Exercise details ▸
In how many lines of the entries below does "Tonderner" appear? Give only the number.

^^^^^^^^^^^^^^^^

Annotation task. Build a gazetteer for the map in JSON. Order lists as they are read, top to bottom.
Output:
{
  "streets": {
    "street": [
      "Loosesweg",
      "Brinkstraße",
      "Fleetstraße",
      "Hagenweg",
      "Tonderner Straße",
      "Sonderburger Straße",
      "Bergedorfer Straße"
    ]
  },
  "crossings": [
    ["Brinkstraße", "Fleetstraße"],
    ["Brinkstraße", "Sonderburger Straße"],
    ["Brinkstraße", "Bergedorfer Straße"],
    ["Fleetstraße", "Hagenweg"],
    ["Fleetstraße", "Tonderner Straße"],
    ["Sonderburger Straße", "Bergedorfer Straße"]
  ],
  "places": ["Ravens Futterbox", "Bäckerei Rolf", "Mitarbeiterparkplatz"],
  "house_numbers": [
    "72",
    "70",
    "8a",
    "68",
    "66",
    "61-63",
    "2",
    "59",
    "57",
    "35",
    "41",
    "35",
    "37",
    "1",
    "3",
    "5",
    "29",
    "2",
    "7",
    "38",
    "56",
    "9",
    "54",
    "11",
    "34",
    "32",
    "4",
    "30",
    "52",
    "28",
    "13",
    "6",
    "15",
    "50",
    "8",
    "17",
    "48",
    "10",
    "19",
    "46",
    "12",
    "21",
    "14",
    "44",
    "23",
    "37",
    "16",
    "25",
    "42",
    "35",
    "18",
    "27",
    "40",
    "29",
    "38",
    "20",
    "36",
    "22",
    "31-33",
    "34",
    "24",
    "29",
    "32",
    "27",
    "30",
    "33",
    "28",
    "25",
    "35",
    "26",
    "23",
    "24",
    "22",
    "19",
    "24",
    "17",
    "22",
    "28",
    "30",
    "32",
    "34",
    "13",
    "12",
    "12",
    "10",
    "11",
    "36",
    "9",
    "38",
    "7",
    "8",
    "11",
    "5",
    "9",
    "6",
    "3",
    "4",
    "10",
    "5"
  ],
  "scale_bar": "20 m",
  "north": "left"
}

^^^^^^^^^^^^^^^^

Response box ▸
2